Playing an Instrument as a Child Was One of the Best Choices You Made

Culture

Just recently, researches scored the ultimate point for those who believe that music and arts education are invaluable for our society: A study conducted at Northwestern University not only links music programs with positive brain development, it shows that pretty much anyone can benefit massively from music instruction.

Even more strikingly, this research suggests that music education might be the key to shrinking the achievement gap between poor and rich students. In short, more of this:

The study, called "Music Enrichment Programs Improve the Neural Encoding of Speech in At-Risk Children," was the first of its kind, according to Northwestern, that observed the effects of musical training on children involved in an already-existing program that targets at-risk kids. The researchers behind the study partnered with Harmony Project, a nonprofit organization based in Los Angeles that provides youths in low-income environments with instruments and musical training. Over the course of two years, a team observed 44 children ages 6-9 who enrolled in the program. They administered neural tests to the children in the program and those who waited a year to begin, and they noted that significant "brain changes" occurred after just two years of musical training.

"This research demonstrates that community music programs can literally 'remodel' children's brains," Nina Kraus, the lead author of the study, said.

The key development? Children in the study were better able to identify similar speech sounds after two years. That may sound like a small improvement, but that skill is a huge factor in building your language and reading ability. So, music education actually enhances a set of skills that are typically underdeveloped in poorer kids who need those skills to learn. This means that music education could help lots of students become better readers, writers and critical thinkers.

Research has suggested this before, showing that hip-hop especially could be key not just to reporting inequality but addressing it, too.

The goal of the study was specifically to figure out if music training could address the self-perpetuating achievement gap between rich and poor children. It isn't the first time this team took on the question — this study constitutes a bold follow-up to a previous study done by the same Northwestern team.
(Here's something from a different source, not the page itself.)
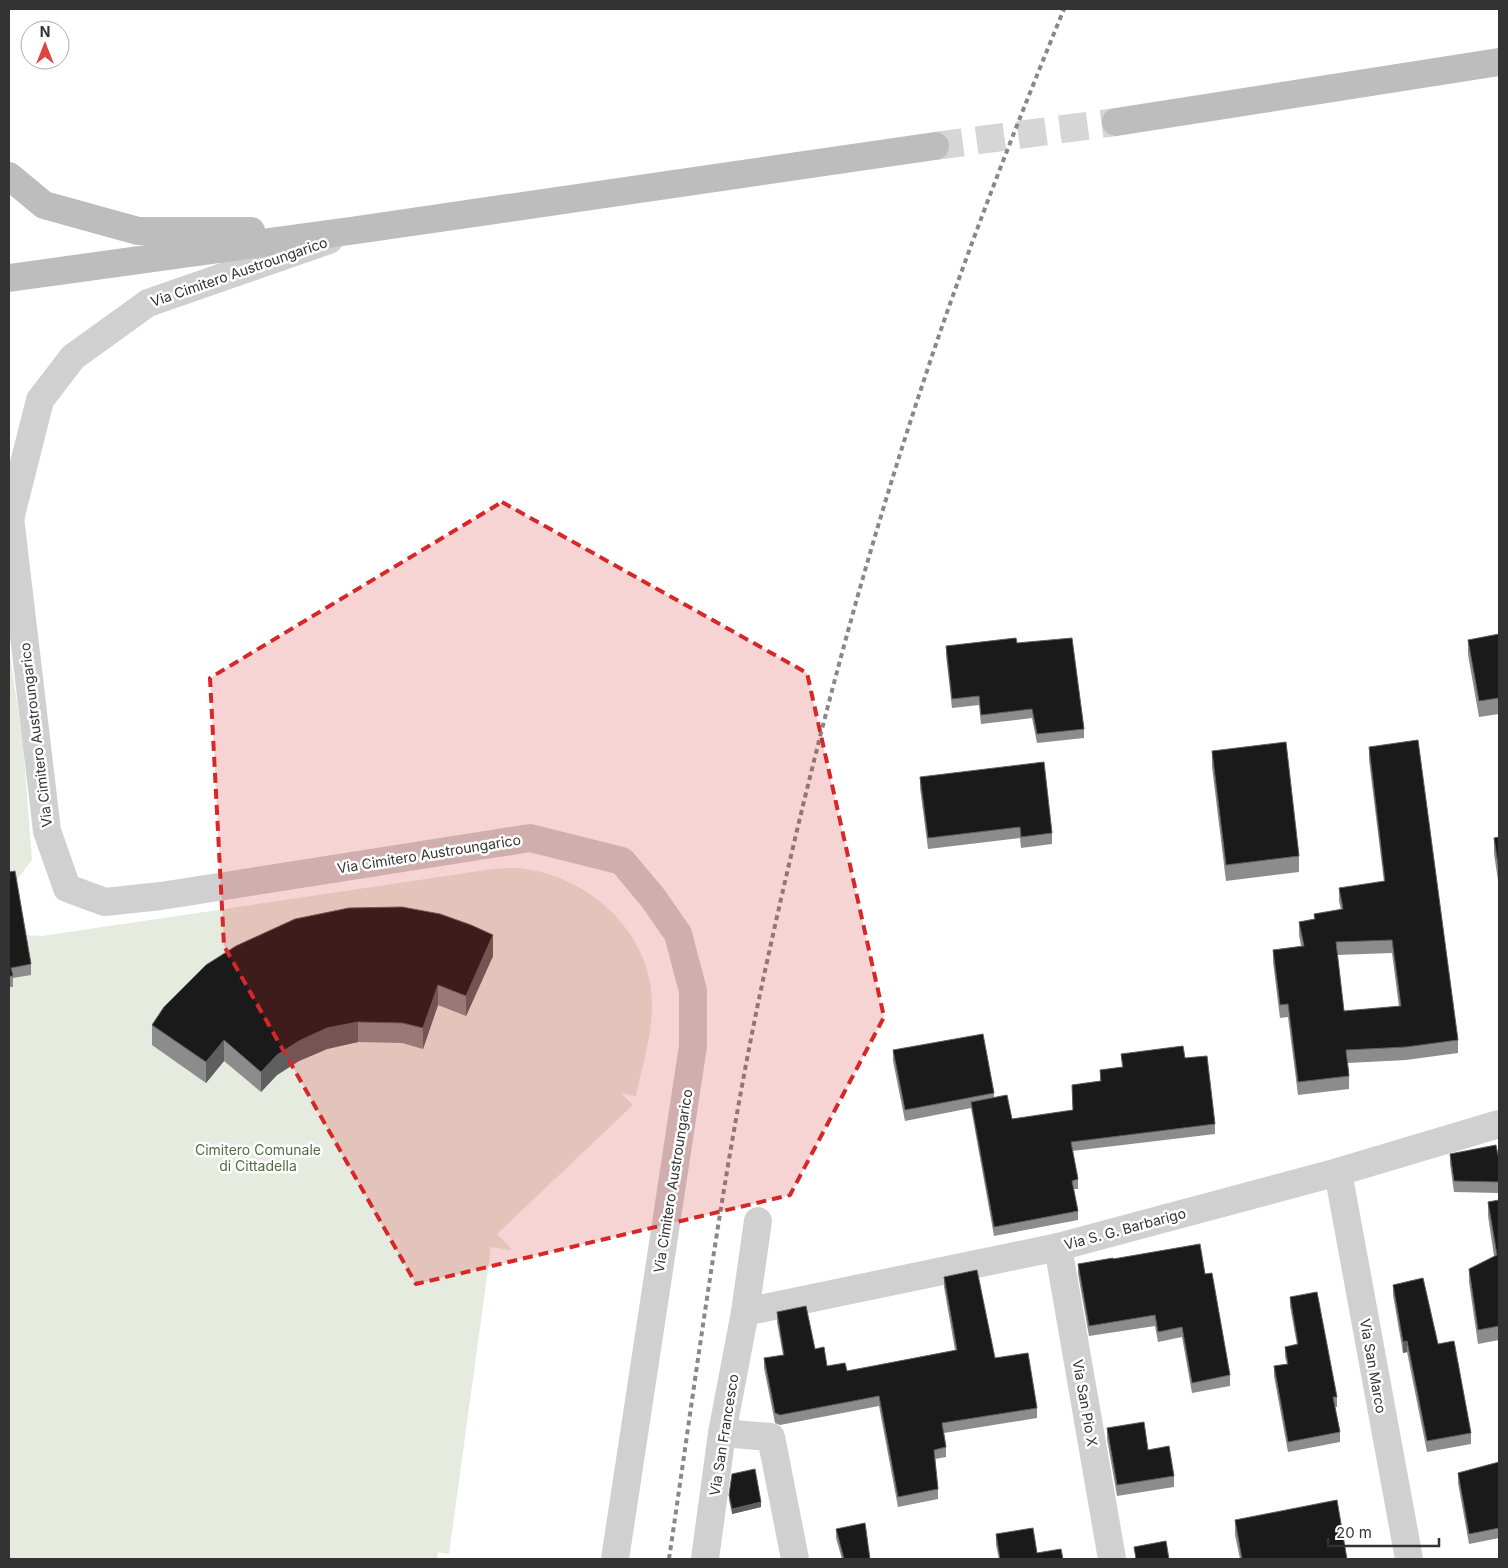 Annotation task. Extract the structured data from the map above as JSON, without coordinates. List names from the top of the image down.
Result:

In that study, the research team observed students from a variety of socioeconomic backgrounds and found that lower-income students had weaker, more chaotic neural responses than those of their peers. Researchers posited that "musical intervention" might help bridge the achievement gap by actually changing childrens' brains and enabling more learning.

"[It's] a mistake to think of music education as a quick fix," Kraus said, but if "it's an ongoing part of children's education, making music can have a profound and lifelong impact on listening and learning."

In other words, Wu-Tang is for the children.

This, then, sets a bold precedent for an improved school system. This has been a long time coming. A 2007 study from the University of Kansas, as Tom Barnes pointed out in Mic, correlated strong music education programs with superior standardized test scores. And any musician will tell you how important music was to his or her development.

We have a broken education system in this country, and we need every tool we can get to fix it. What better first step than improved music programs?